The word “Pixel” comes from the words “Picture Element” (pix = picture, el = element).
They are small tiny dots of lights that are grouped together to form digital images on your digital display device. These devices can be anything from your computer screen to your mobile phone. This is the smallest visible unit of measure on a digital display. The screen that you see, be it a flat-screen or the tube monitors, each has thousands or millions of Pixels grouped together to form your display.

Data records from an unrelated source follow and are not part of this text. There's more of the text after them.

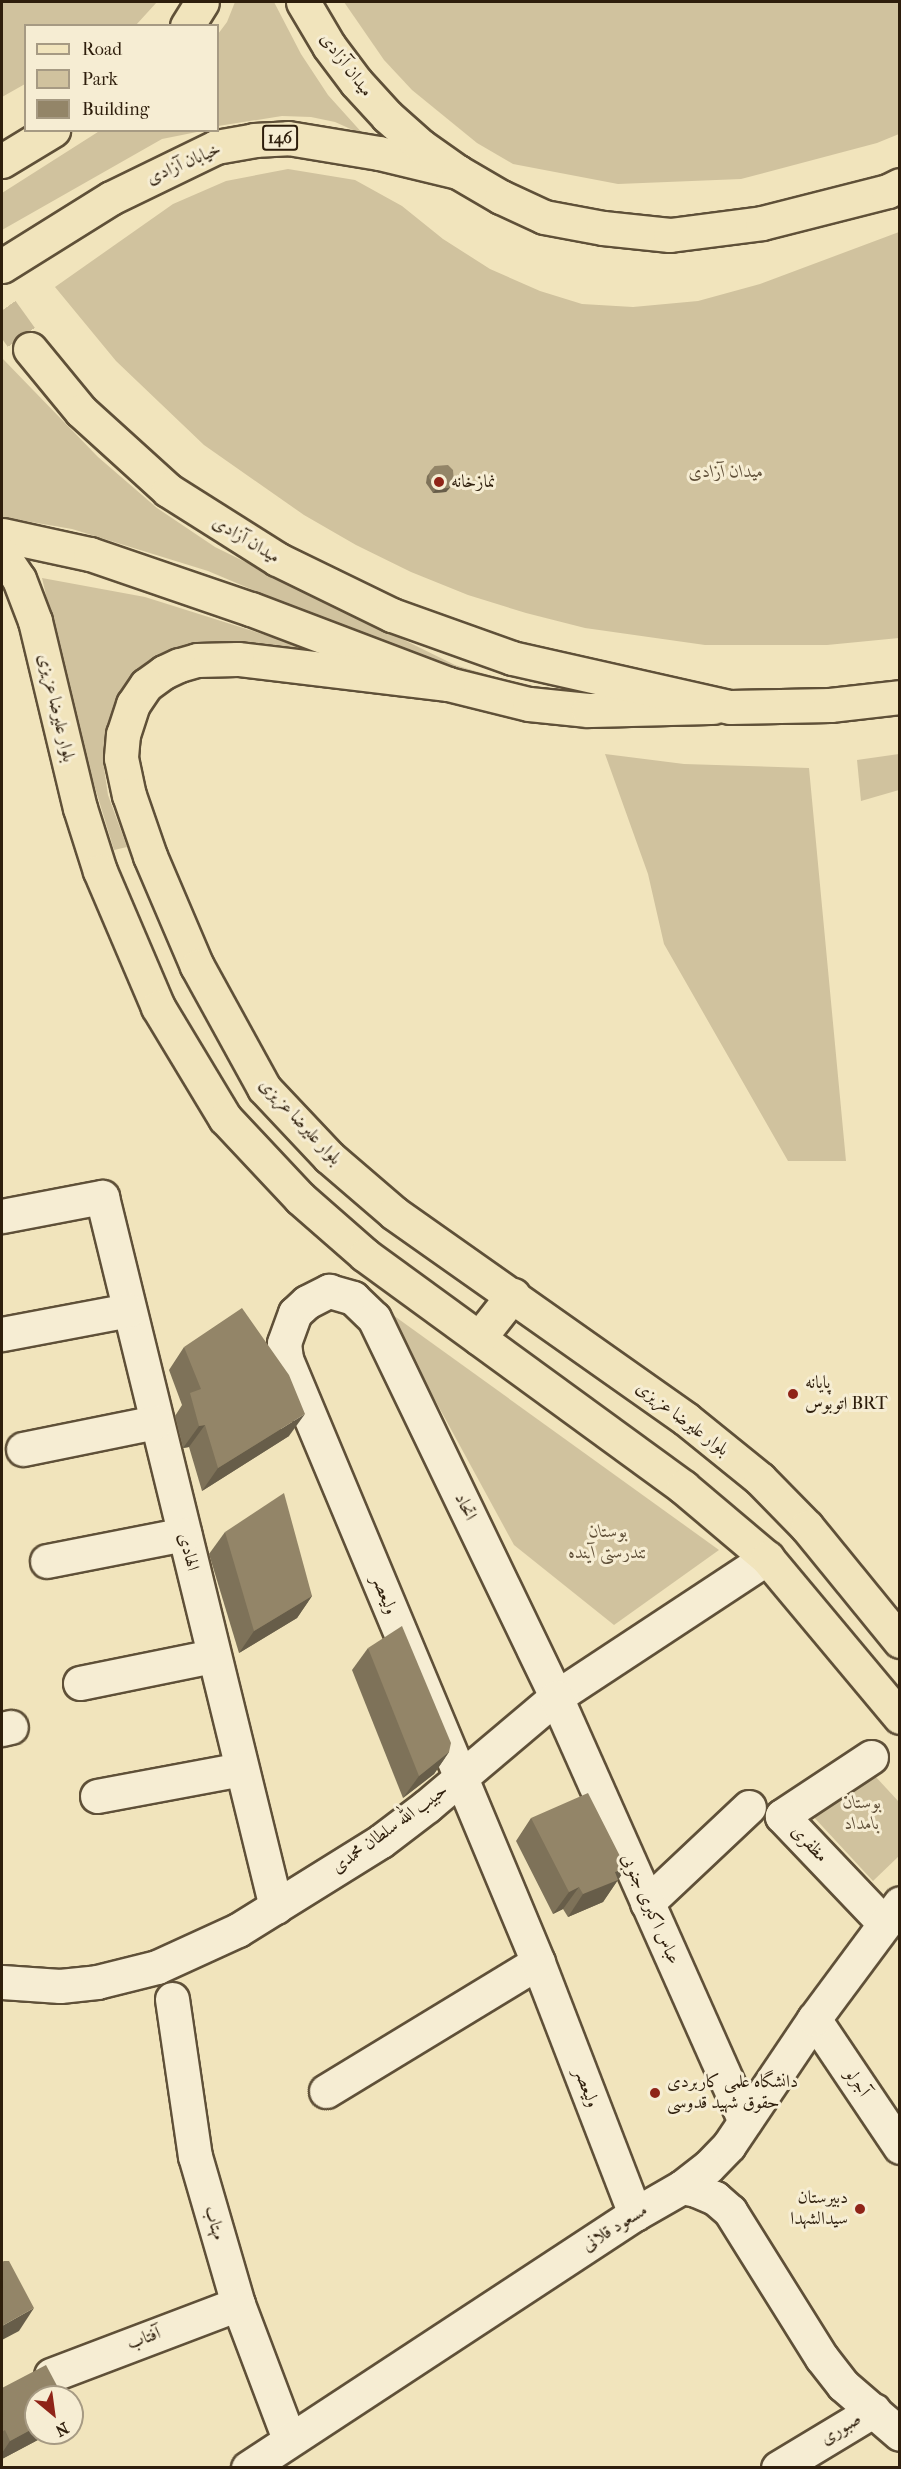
<!DOCTYPE html>
<meta charset="utf-8">
<style>
body{margin:0}
#map{position:relative;width:901px;height:2469px;overflow:hidden;background:#f1e4bc;font-family:"IM FELL French Canon",Amiri,serif}
div>[style]{position:absolute}
[style*='--x']{left:calc(var(--x)*1px);top:calc(var(--y)*1px);width:calc(var(--w)*1px);rotate:calc(var(--a)*1deg)}
.green>*{inset:0;background:#d0c29e}
.highway-tunnel>*{height:33px;margin-top:-16.5px;transform-origin:0;background:repeating-linear-gradient(90deg,#cabc99 0 33px,transparent 0 49px)}
.roads{filter:drop-shadow(2px 0 #5f5038) drop-shadow(-2px 0 #5f5038) drop-shadow(0 2px #5f5038) drop-shadow(0 -2px #5f5038)}
.minor>*{height:33px;margin:-16.5px;padding:0 16.5px;transform-origin:16.5px;border-radius:16.5px;background:#f6edd3}
.major>*{height:33px;margin:-16.5px;padding:0 16.5px;transform-origin:16.5px;border-radius:16.5px;background:#f1e4bc}
.highway>*{height:33px;margin:-16.5px;padding:0 16.5px;transform-origin:16.5px;border-radius:16.5px;background:#f1e4bc}
.wall>*{inset:0;background:#7e7259}
.shaded-wall>*{inset:0;background:#675d49}
.building>*{inset:0;background:#938568}
.dots>*{width:16px;height:16px;translate:-50% -50%;box-sizing:border-box;border:3px solid #f6edd3;border-radius:50%}
span{translate:-50% -50%;white-space:nowrap;text-align:center;line-height:1.15;-webkit-text-stroke:6px #f6edd3;paint-order:stroke}
.shield-label span{padding:2px 4px;background:#f6edd3;border:2px solid;border-radius:4px;-webkit-text-stroke-width:0}
.shield-label{font-size:16px;color:#2e1e0c;font-weight:700}
.street-label{font-size:18px;color:#2e1e0c}
.park-label{font-size:18px;color:#5f4f38;font-style:italic}
.poi-label{font-size:18px;color:#2e1e0c}
.left{translate:0 -50%;text-align:left}
.right{translate:-100% -50%;text-align:right}
.frame{position:absolute;inset:0;border:3px solid #2e1e0c;pointer-events:none}
.legend{position:absolute;left:24px;top:24px;width:195px;height:108px;box-sizing:border-box;background:#f6edd3;border:2px solid #a69a83;margin:0;padding:8px 10px;list-style:none;font-size:18px;color:#2e1e0c}
.legend li{display:flex;align-items:center;gap:12px;height:30px}
.legend b{width:30px;border:2px solid #a69a83}
.north{position:absolute;left:24px;top:2385px;width:60px;height:60px;box-sizing:border-box;background:#f6edd3;border:2px solid #a69a83;border-radius:50%;rotate:151deg;font-size:16px;font-weight:700;line-height:24px;text-align:center;color:#2e1e0c}
.north::after{content:'';display:block;margin:auto;width:21px;height:27px;background:#8f2418;clip-path:polygon(50% 0,100% 100%,50% 72%,0 100%)}
</style>
<div id="map">
<div class="green">
<i style="clip-path:polygon(2px 2px,157px 2px,136px 25px,26px 26px,25px 84px,2px 97px)"></i>
<i style="clip-path:polygon(235px 2px,274px 2px,301px 54px,328px 95px,364px 135px,335px 122px,311px 117px,282px 116px,218px 126px,218px 34px,227px 22px)"></i>
<i style="clip-path:polygon(344px 2px,899px 2px,899px 134px,877px 143px,741px 179px,618px 184px,513px 164px,477px 143px,412px 90px,384px 60px)"></i>
<i style="clip-path:polygon(101px 130px,202px 131px,162px 139px,2px 230px,2px 193px)"></i>
<i style="clip-path:polygon(288px 169px,355px 180px,402px 206px,443px 239px,490px 269px,540px 291px,582px 304px,633px 307px,698px 301px,760px 284px,899px 232px,899px 638px,827px 645px,705px 645px,585px 628px,526px 613px,468px 595px,411px 572px,356px 545px,304px 515px,204px 445px,116px 361px,55px 287px,173px 204px,226px 181px)"></i>
<i style="clip-path:polygon(2px 358px,98px 457px,157px 508px,215px 547px,455px 665px,542px 691px,437px 668px,208px 571px,72px 529px,2px 517px)"></i>
<i style="clip-path:polygon(42px 578px,145px 597px,370px 668px,305px 654px,124px 691px,113px 710px,103px 761px,108px 795px,127px 847px,114px 850px,79px 735px)"></i>
<i style="clip-path:polygon(605px 754px,684px 764px,809px 768px,846px 1161px,788px 1161px,664px 944px,648px 874px)"></i>
<i style="clip-path:polygon(899px 754px,899px 790px,861px 801px,857px 760px)"></i>
<i style="clip-path:polygon(386px 1310px,719px 1550px,614px 1625px,514px 1545px)"></i>
<i style="clip-path:polygon(863px 1763px,899px 1802px,899px 1856px,873px 1881px,810px 1813px)"></i>
</div>
<div class="highway-tunnel">
<i style="--x:2;--y:310;--w:48;--a:54.3"></i>
</div>
<div class="roads">
<div class="minor">
<i style="--x:2;--y:1216;--w:102;--a:-10.8"></i>
<i style="--x:102;--y:1197;--w:731;--a:76.23"></i>
<i style="--x:2;--y:1334;--w:129;--a:-10.7"></i>
<i style="--x:23;--y:1449;--w:136;--a:-11.5"></i>
<i style="--x:47;--y:1561;--w:140;--a:-11.1"></i>
<i style="--x:80;--y:1683;--w:136;--a:-11.5"></i>
<i style="--x:2;--y:1729;--w:9;--a:-13"></i>
<i style="--x:871;--y:1757;--w:107;--a:146.5"></i>
<i style="--x:782;--y:1816;--w:148;--a:46.4"></i>
<i style="--x:97;--y:1796;--w:147;--a:-10.6"></i>
<i style="--x:647;--y:1903;--w:140;--a:-43.3"></i>
<i style="--x:2;--y:1982;--w:58;--a:3.9"></i>
<i style="--x:60;--y:1986;--w:37;--a:-6"></i>
<i style="--x:97;--y:1982;--w:62;--a:-14"></i>
<i style="--x:157;--y:1967;--w:89;--a:-24.6"></i>
<i style="--x:238;--y:1930;--w:168;--a:-31.9"></i>
<i style="--x:381;--y:1841;--w:58;--a:-37.3"></i>
<i style="--x:427;--y:1806;--w:169;--a:-40.2"></i>
<i style="--x:556;--y:1697;--w:253;--a:-33.4"></i>
<i style="--x:172;--y:1999;--w:159;--a:81.7"></i>
<i style="--x:195;--y:2156;--w:154;--a:73.8"></i>
<i style="--x:238;--y:2304;--w:144;--a:69.3"></i>
<i style="--x:814;--y:2019;--w:154;--a:56.1"></i>
<i style="--x:326;--y:2091;--w:248;--a:-31.3"></i>
<i style="--x:682;--y:2187;--w:14;--a:12"></i>
<i style="--x:696;--y:2190;--w:21;--a:23"></i>
<i style="--x:715;--y:2198;--w:20;--a:41"></i>
<i style="--x:730;--y:2211;--w:173;--a:58"></i>
<i style="--x:822;--y:2358;--w:34;--a:52"></i>
<i style="--x:843;--y:2385;--w:75;--a:40.7"></i>
<i style="--x:635;--y:2214;--w:270;--a:-111.1"></i>
<i style="--x:538;--y:1962;--w:654;--a:-112.68"></i>
<i style="--x:286;--y:1359;--w:16;--a:-97"></i>
<i style="--x:284;--y:1343;--w:32;--a:-70"></i>
<i style="--x:295;--y:1313;--w:16;--a:-43"></i>
<i style="--x:307;--y:1302;--w:25;--a:-27"></i>
<i style="--x:329;--y:1291;--w:25;--a:16"></i>
<i style="--x:353;--y:1298;--w:29;--a:44"></i>
<i style="--x:374;--y:1318;--w:420;--a:64.3"></i>
<i style="--x:556;--y:1697;--w:464;--a:66"></i>
<i style="--x:51;--y:2375;--w:200;--a:-20.8"></i>
<i style="--x:248;--y:2468;--w:463;--a:-33.3"></i>
<i style="--x:635;--y:2214;--w:54;--a:-29.9"></i>
<i style="--x:682;--y:2187;--w:33;--a:-38"></i>
<i style="--x:708;--y:2167;--w:30;--a:-46"></i>
<i style="--x:729;--y:2145;--w:152;--a:-56"></i>
<i style="--x:814;--y:2019;--w:144;--a:-53.4"></i>
<i style="--x:778;--y:2468;--w:112;--a:-31.1"></i>
</div>
<div class="major">
<i style="--x:187;--y:26;--w:28;--a:-58"></i>
<i style="--x:2;--y:161;--w:60;--a:-31.3"></i>
<i style="--x:2;--y:266;--w:128;--a:-32"></i>
<i style="--x:111;--y:198;--w:117;--a:-25.9"></i>
<i style="--x:216;--y:147;--w:39;--a:-10"></i>
<i style="--x:254;--y:140;--w:34;--a:-3"></i>
<i style="--x:288;--y:138;--w:92;--a:9.4"></i>
<i style="--x:379;--y:153;--w:81;--a:13.5"></i>
<i style="--x:2;--y:535;--w:90;--a:12.2"></i>
<i style="--x:90;--y:554;--w:170;--a:18.9"></i>
<i style="--x:251;--y:609;--w:211;--a:20.8"></i>
<i style="--x:448;--y:684;--w:83;--a:13.9"></i>
<i style="--x:529;--y:704;--w:59;--a:5.8"></i>
<i style="--x:588;--y:710;--w:125;--a:-1.4"></i>
<i style="--x:2;--y:554;--w:30;--a:56"></i>
<i style="--x:19;--y:579;--w:45;--a:69.1"></i>
<i style="--x:35;--y:621;--w:192;--a:76.5"></i>
<i style="--x:80;--y:808;--w:66;--a:72.4"></i>
<i style="--x:100;--y:871;--w:148;--a:66.9"></i>
<i style="--x:158;--y:1007;--w:130;--a:58.9"></i>
<i style="--x:225;--y:1118;--w:110;--a:46.8"></i>
<i style="--x:300;--y:1198;--w:86;--a:41.2"></i>
<i style="--x:365;--y:1255;--w:394;--a:36.1"></i>
<i style="--x:683;--y:1487;--w:110;--a:40.2"></i>
<i style="--x:767;--y:1558;--w:207;--a:50.1"></i>
<i style="--x:448;--y:684;--w:212;--a:-173.2"></i>
<i style="--x:237;--y:659;--w:40;--a:178.6"></i>
<i style="--x:197;--y:660;--w:19;--a:164"></i>
<i style="--x:179;--y:665;--w:17;--a:155"></i>
<i style="--x:164;--y:672;--w:22;--a:144"></i>
<i style="--x:146;--y:685;--w:23;--a:124"></i>
<i style="--x:133;--y:704;--w:32;--a:108"></i>
<i style="--x:123;--y:734;--w:24;--a:95"></i>
<i style="--x:121;--y:758;--w:38;--a:78"></i>
<i style="--x:129;--y:795;--w:65;--a:71"></i>
<i style="--x:150;--y:856;--w:120;--a:66.9"></i>
<i style="--x:197;--y:966;--w:139;--a:61.2"></i>
<i style="--x:264;--y:1088;--w:95;--a:46.7"></i>
<i style="--x:329;--y:1157;--w:86;--a:40.7"></i>
<i style="--x:394;--y:1213;--w:357;--a:35.2"></i>
<i style="--x:686;--y:1419;--w:95;--a:39"></i>
<i style="--x:760;--y:1479;--w:67;--a:45.6"></i>
<i style="--x:807;--y:1527;--w:147;--a:50.8"></i>
<i style="--x:479;--y:1338;--w:55;--a:-51.7"></i>
</div>
<div class="highway">
<i style="--x:303;--y:2;--w:51;--a:59.4"></i>
<i style="--x:329;--y:46;--w:45;--a:53.1"></i>
<i style="--x:356;--y:82;--w:46;--a:47.6"></i>
<i style="--x:387;--y:116;--w:45;--a:41.4"></i>
<i style="--x:421;--y:146;--w:45;--a:35.1"></i>
<i style="--x:458;--y:172;--w:50;--a:30.2"></i>
<i style="--x:501;--y:197;--w:47;--a:24.9"></i>
<i style="--x:544;--y:217;--w:60;--a:10.6"></i>
<i style="--x:603;--y:228;--w:67;--a:6"></i>
<i style="--x:670;--y:235;--w:93;--a:-7.4"></i>
<i style="--x:762;--y:223;--w:130;--a:-14.3"></i>
<i style="--x:888;--y:191;--w:13;--a:-27"></i>
<i style="--x:30;--y:349;--w:80;--a:50.6"></i>
<i style="--x:81;--y:411;--w:118;--a:42.2"></i>
<i style="--x:168;--y:490;--w:129;--a:32.3"></i>
<i style="--x:277;--y:559;--w:128;--a:26"></i>
<i style="--x:392;--y:615;--w:127;--a:19.7"></i>
<i style="--x:512;--y:658;--w:223;--a:12.7"></i>
<i style="--x:730;--y:707;--w:100;--a:-1.1"></i>
<i style="--x:830;--y:705;--w:70;--a:-6.5"></i>
</div>
</div>
<div class="wall">
<i style="clip-path:polygon(435px 466px,454px 483px,446px 492px,433px 493px,426px 483px,427px 476px)"></i>
<i style="clip-path:polygon(184px 1347px,289px 1436px,202px 1491px,189px 1447px,183px 1448px,175px 1416px,182px 1405px,169px 1370px)"></i>
<i style="clip-path:polygon(225px 1532px,312px 1596px,297px 1618px,239px 1653px,209px 1554px)"></i>
<i style="clip-path:polygon(368px 1648px,449px 1752px,434px 1774px,403px 1798px,352px 1670px)"></i>
<i style="clip-path:polygon(531px 1818px,626px 1868px,603px 1902px,568px 1917px,563px 1909px,553px 1914px,516px 1841px)"></i>
<i style="clip-path:polygon(2px 2388px,36px 2433px,51px 2433px,2px 2459px)"></i>
</div>
<div class="shaded-wall">
<i style="clip-path:polygon(454px 483px,446px 492px,433px 493px,436px 489px)"></i>
<i style="clip-path:polygon(305px 1414px,289px 1436px,202px 1491px,218px 1468px)"></i>
<i style="clip-path:polygon(205px 1425px,189px 1447px,183px 1448px,199px 1426px)"></i>
<i style="clip-path:polygon(312px 1596px,297px 1618px,239px 1653px,254px 1631px)"></i>
<i style="clip-path:polygon(449px 1752px,434px 1774px,403px 1798px,419px 1776px)"></i>
<i style="clip-path:polygon(626px 1868px,603px 1902px,568px 1917px,583px 1894px,615px 1872px)"></i>
<i style="clip-path:polygon(579px 1887px,563px 1909px,553px 1914px,569px 1892px)"></i>
<i style="clip-path:polygon(34px 2308px,19px 2331px,2px 2340px,2px 2326px)"></i>
<i style="clip-path:polygon(36px 2427px,36px 2433px,51px 2433px,2px 2459px,2px 2453px,10px 2441px)"></i>
</div>
<div class="building">
<i style="clip-path:polygon(448px 465px,453px 470px,454px 483px,449px 488px,436px 489px,429px 478px,430px 471px,435px 466px)"></i>
<i style="clip-path:polygon(242px 1308px,289px 1375px,305px 1414px,218px 1468px,205px 1425px,199px 1426px,190px 1393px,201px 1389px,184px 1347px)"></i>
<i style="clip-path:polygon(284px 1493px,312px 1596px,254px 1631px,225px 1532px)"></i>
<i style="clip-path:polygon(402px 1626px,451px 1743px,449px 1752px,419px 1776px,368px 1648px)"></i>
<i style="clip-path:polygon(588px 1793px,626px 1868px,615px 1872px,618px 1880px,583px 1894px,579px 1887px,569px 1892px,531px 1818px)"></i>
<i style="clip-path:polygon(4px 2261px,9px 2261px,34px 2308px,2px 2326px,2px 2262px)"></i>
<i style="clip-path:polygon(46px 2365px,63px 2397px,36px 2397px,36px 2427px,10px 2441px,5px 2430px,2px 2432px,2px 2388px)"></i>
</div>
<div class="dots">
<i style="left:439px;top:482px;background:#8f2418"></i>
<i style="left:793px;top:1394px;background:#8f2418"></i>
<i style="left:655px;top:2093px;background:#8f2418"></i>
<i style="left:860px;top:2209px;background:#8f2418"></i>
</div>
<div class="shield-label">
<span style="left:280px;top:138px">146</span>
</div>
<div class="street-label">
<span style="left:346px;top:65px;rotate:53deg">میدان آزادی</span>
<span style="left:184px;top:164px;rotate:-23deg">خیابان آزادی</span>
<span style="left:246px;top:540px;rotate:31deg">میدان آزادی</span>
<span style="left:56px;top:708px;rotate:77deg">بلوار علیرضا عزیزی</span>
<span style="left:300px;top:1122px;rotate:47deg">بلوار علیرضا عزیزی</span>
<span style="left:682px;top:1419px;rotate:37deg">بلوار علیرضا عزیزی</span>
<span style="left:465px;top:1507px;rotate:64deg">اتحاد</span>
<span style="left:188px;top:1552px;rotate:76deg">الهادی</span>
<span style="left:384px;top:1595px;rotate:68deg">ولیعصر</span>
<span style="left:390px;top:1829px;rotate:-36deg">حبیب الله سلطان محمدی</span>
<span style="left:809px;top:1844px;rotate:46deg">مظفری</span>
<span style="left:650px;top:1909px;rotate:66deg">عباس اکبری جنوبی</span>
<span style="left:857px;top:2083px;rotate:56deg">آجرلو</span>
<span style="left:586px;top:2088px;rotate:69deg">ولیعصر</span>
<span style="left:214px;top:2223px;rotate:74deg">مهتاب</span>
<span style="left:615px;top:2228px;rotate:-32deg">مسعود قلانی</span>
<span style="left:144px;top:2339px;rotate:-21deg">آفتاب</span>
<span style="left:841px;top:2429px;rotate:-31deg">صبوری</span>
</div>
<div class="park-label">
<span style="left:726px;top:472px">میدان آزادی</span>
<span style="left:608px;top:1543px">بوستان<br>تندرستی آینده</span>
<span style="left:862px;top:1814px">بوستان<br>بامداد</span>
</div>
<div class="poi-label">
<span class="left" style="left:451px;top:482px">نمازخانه</span>
<span class="left" style="left:805px;top:1394px">پایانه<br>اتوبوس BRT</span>
<span class="left" style="left:667px;top:2093px">دانشگاه علمی کاربردی<br>حقوق شهید قدوسی</span>
<span class="right" style="left:848px;top:2209px">دبيرستان<br>سیدالشهدا</span>
</div>
<div class="frame"></div>
<ul class="legend">
<li><b style="height:8px;background:#f1e4bc"></b>Road</li>
<li><b style="height:16px;background:#d0c29e"></b>Park</li>
<li><b style="height:16px;background:#938568"></b>Building</li>
</ul>
<div class="north">N</div>
</div>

Pixels combine together to form text, video, image, etc. on your computer screen. They are the building blocks of your display and are actually created with the help of geometric coordinates. They are hard to see because of their uniquely small size. This is actually a good thing because this is what makes the images on your screen appear smoother and clear. You do not see pixelated images unless and until the resolution of your display is lowered to a specific number and then you might be able to see some of them. The smallest visible resolution that is supported by Windows is 640×480. This means that the screen comprises of 307,200 pixels.
Your display resolution will decide the number of pixels present on your digital screen. The more pixels present on your screen, the better the image quality. A single pixel can only have one color at one point in time. This color is determined by the RGB (Red-Green-Blue) color spectrum. But as they are so many in number, they often seem blended to the naked eye. Pixels are mostly arranged in a 2-D grid and are square-shaped. However, in some cases, they can be rectangular. Nowadays you will find pixels in all your favorite displays including computers, mobile phones, tablets, printers, cameras, scanners, and TVs.